• WHAT THE TASK ASKS
Word for word, restate the lines from the start of the data down to the line with "inset:0; background:#9acd7d; transform-origin:0", both included.

• RECORDS PROVIDED

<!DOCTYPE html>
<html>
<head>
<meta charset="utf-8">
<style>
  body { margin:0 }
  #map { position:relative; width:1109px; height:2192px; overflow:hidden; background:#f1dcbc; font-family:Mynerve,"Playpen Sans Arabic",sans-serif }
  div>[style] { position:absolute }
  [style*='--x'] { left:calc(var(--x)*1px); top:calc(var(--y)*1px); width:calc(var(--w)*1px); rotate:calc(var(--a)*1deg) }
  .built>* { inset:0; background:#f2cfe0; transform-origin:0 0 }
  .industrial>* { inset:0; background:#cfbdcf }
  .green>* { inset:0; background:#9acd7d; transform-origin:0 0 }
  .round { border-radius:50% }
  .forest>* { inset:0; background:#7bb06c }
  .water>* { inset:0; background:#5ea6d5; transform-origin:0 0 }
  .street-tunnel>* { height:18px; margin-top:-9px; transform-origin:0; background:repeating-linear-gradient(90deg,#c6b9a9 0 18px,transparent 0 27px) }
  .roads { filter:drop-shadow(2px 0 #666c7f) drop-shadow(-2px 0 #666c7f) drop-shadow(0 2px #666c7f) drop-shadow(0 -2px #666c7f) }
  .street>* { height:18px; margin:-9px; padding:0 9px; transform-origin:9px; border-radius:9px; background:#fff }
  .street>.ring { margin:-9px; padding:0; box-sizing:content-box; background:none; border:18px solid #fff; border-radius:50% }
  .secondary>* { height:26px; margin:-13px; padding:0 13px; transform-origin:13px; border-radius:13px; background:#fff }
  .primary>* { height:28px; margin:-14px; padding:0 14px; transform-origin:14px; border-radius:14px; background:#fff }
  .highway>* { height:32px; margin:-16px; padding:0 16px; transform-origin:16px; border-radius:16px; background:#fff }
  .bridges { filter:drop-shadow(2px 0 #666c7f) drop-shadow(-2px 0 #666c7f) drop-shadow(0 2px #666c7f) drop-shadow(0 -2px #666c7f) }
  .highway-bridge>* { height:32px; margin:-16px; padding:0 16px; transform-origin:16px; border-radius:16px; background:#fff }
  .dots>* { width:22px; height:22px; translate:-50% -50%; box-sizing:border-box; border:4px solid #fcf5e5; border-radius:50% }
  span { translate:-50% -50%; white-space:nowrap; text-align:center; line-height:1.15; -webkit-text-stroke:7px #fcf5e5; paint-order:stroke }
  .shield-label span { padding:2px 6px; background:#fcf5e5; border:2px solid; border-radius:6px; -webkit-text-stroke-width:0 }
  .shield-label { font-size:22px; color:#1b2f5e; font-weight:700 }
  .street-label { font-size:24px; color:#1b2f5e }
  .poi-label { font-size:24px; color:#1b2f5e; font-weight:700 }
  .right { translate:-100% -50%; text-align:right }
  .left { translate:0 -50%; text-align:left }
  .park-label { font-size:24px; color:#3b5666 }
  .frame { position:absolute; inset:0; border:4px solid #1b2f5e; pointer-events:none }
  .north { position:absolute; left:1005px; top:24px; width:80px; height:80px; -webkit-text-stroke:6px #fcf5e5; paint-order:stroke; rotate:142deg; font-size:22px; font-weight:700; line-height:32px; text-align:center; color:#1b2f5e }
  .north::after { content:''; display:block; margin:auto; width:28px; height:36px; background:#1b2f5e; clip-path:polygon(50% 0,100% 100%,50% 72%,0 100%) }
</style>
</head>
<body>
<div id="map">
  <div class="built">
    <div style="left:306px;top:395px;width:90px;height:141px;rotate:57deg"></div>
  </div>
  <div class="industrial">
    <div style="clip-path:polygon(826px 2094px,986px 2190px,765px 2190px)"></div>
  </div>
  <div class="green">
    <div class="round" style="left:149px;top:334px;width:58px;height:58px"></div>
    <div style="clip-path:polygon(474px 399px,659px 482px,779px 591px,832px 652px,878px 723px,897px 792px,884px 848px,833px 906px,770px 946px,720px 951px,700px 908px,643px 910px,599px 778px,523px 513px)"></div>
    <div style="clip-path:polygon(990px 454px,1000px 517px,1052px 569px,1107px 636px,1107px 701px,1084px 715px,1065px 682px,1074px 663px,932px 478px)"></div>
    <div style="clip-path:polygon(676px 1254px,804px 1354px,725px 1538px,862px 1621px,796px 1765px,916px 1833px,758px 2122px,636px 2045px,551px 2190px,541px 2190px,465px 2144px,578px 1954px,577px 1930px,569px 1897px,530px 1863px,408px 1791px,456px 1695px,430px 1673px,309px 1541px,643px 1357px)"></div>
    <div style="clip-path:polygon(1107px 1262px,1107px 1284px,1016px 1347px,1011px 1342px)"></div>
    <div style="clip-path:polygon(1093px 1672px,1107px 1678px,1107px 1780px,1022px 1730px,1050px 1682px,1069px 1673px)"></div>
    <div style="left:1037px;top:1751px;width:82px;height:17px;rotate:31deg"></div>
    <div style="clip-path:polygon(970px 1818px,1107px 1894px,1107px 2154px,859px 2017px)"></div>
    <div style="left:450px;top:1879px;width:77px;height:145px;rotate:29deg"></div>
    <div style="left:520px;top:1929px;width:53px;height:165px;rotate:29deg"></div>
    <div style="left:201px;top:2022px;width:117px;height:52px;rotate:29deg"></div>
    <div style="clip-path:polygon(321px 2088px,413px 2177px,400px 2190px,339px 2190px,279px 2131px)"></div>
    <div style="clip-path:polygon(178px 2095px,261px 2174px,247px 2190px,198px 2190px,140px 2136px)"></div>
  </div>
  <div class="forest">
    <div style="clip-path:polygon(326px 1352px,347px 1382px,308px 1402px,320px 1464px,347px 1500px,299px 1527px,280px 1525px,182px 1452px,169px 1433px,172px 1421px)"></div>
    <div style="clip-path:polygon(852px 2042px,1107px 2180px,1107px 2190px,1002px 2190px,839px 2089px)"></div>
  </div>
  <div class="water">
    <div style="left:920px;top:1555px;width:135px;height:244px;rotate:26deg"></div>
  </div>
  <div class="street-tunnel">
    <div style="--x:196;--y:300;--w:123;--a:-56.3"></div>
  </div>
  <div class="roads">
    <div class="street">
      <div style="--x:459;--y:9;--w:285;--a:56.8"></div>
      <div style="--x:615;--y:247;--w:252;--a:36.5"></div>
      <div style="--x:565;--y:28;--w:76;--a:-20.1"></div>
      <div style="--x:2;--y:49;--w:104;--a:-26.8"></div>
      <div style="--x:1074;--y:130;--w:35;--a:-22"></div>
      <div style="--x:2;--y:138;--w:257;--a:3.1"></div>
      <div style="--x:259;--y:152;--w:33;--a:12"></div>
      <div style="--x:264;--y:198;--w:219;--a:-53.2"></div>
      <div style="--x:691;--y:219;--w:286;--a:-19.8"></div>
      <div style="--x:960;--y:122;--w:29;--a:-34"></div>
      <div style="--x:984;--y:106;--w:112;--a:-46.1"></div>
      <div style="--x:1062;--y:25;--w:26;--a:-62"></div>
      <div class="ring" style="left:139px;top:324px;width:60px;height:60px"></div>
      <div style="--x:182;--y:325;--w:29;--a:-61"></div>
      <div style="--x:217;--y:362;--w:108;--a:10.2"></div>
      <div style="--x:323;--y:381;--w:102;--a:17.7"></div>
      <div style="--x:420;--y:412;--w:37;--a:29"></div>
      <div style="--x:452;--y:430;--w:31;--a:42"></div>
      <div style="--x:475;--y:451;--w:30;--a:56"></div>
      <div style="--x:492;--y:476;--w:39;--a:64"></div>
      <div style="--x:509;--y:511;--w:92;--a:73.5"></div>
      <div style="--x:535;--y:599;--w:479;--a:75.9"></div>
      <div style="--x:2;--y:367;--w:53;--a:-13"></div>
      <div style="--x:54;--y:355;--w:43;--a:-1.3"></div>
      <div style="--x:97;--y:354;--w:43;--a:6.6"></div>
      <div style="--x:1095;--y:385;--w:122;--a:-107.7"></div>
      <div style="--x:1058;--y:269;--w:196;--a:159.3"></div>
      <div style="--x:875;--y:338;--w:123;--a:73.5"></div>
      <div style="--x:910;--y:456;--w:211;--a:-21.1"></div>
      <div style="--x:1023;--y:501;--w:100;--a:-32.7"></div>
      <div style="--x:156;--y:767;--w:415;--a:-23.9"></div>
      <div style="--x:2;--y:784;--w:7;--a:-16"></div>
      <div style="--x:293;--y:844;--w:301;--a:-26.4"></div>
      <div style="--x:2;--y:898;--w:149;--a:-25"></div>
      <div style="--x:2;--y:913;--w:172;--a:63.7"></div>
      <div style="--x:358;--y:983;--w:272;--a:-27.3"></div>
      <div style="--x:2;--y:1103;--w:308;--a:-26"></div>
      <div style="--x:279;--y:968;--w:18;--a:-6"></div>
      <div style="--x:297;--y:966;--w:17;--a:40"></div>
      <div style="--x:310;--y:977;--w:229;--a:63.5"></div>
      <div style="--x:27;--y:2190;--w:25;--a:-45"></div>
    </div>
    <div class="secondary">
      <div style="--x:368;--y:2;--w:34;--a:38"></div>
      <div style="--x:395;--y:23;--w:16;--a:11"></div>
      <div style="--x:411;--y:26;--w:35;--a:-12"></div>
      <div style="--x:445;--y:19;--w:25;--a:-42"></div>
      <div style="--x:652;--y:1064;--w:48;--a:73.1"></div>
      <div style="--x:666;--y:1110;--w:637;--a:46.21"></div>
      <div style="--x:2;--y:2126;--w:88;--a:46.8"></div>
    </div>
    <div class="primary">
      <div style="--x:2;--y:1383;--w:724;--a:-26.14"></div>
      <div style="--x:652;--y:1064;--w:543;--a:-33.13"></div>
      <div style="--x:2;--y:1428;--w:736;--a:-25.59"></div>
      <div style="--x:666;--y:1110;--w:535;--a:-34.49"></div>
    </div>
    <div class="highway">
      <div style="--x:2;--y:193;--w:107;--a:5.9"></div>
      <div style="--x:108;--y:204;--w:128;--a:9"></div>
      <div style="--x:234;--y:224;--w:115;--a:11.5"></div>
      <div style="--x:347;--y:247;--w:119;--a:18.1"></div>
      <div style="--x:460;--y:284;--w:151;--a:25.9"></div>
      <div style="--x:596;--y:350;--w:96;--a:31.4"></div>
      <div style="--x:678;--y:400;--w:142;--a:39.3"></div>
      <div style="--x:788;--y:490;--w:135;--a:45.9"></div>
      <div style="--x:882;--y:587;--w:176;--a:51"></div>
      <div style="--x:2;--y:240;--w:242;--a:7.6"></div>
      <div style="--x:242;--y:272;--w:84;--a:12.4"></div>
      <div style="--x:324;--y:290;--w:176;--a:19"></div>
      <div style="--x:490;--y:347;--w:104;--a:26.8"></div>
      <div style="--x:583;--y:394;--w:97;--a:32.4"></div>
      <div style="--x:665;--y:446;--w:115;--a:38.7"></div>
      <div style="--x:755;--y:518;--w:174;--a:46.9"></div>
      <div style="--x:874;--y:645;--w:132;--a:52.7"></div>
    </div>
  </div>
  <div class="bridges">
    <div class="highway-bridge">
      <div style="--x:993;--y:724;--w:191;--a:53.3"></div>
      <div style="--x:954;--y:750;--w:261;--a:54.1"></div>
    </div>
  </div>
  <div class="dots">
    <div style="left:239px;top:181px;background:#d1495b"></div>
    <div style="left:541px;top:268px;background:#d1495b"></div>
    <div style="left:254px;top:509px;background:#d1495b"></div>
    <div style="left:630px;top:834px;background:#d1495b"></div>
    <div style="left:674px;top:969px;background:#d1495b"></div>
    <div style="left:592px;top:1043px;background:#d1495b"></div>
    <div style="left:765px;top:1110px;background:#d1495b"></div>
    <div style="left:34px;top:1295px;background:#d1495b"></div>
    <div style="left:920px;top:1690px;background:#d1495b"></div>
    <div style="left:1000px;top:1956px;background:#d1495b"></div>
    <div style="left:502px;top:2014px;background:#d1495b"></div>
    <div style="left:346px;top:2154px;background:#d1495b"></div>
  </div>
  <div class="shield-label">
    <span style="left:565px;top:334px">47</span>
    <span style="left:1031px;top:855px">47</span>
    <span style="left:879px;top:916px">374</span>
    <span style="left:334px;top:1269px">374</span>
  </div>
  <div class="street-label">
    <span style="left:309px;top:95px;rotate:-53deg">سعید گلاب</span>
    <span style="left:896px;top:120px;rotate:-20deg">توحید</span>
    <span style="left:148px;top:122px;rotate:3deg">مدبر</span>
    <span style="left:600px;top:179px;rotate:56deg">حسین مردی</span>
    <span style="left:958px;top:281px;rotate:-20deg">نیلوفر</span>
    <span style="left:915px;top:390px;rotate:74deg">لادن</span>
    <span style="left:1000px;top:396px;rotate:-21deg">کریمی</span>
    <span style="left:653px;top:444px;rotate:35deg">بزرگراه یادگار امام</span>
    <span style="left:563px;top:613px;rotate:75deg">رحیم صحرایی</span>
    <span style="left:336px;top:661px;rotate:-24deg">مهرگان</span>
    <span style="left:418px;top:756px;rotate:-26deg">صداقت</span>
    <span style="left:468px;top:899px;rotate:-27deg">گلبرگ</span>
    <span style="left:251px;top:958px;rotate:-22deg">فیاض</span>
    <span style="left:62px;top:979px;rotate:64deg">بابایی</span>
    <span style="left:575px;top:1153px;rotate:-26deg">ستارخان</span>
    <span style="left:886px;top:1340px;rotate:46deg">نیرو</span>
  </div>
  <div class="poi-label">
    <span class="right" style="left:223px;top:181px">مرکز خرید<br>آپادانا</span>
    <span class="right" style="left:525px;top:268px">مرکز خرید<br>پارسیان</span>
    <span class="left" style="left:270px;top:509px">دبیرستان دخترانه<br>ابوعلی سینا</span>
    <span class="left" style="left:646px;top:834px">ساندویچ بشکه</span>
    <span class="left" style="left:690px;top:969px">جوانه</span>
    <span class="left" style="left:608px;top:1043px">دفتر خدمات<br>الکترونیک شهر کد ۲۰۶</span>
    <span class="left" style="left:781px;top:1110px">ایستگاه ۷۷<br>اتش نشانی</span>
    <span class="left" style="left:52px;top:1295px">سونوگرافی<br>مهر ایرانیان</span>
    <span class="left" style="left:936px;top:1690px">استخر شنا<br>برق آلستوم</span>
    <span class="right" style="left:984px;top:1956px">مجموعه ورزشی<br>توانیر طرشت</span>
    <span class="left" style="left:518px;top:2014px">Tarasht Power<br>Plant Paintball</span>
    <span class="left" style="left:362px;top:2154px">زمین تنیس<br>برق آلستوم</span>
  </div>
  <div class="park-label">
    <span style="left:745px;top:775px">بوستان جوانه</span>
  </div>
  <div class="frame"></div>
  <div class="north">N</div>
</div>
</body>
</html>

• EXPECTED OUTPUT
<!DOCTYPE html>
<html>
<head>
<meta charset="utf-8">
<style>
  body { margin:0 }
  #map { position:relative; width:1109px; height:2192px; overflow:hidden; background:#f1dcbc; font-family:Mynerve,"Playpen Sans Arabic",sans-serif }
  div>[style] { position:absolute }
  [style*='--x'] { left:calc(var(--x)*1px); top:calc(var(--y)*1px); width:calc(var(--w)*1px); rotate:calc(var(--a)*1deg) }
  .built>* { inset:0; background:#f2cfe0; transform-origin:0 0 }
  .industrial>* { inset:0; background:#cfbdcf }
  .green>* { inset:0; background:#9acd7d; transform-origin:0 0 }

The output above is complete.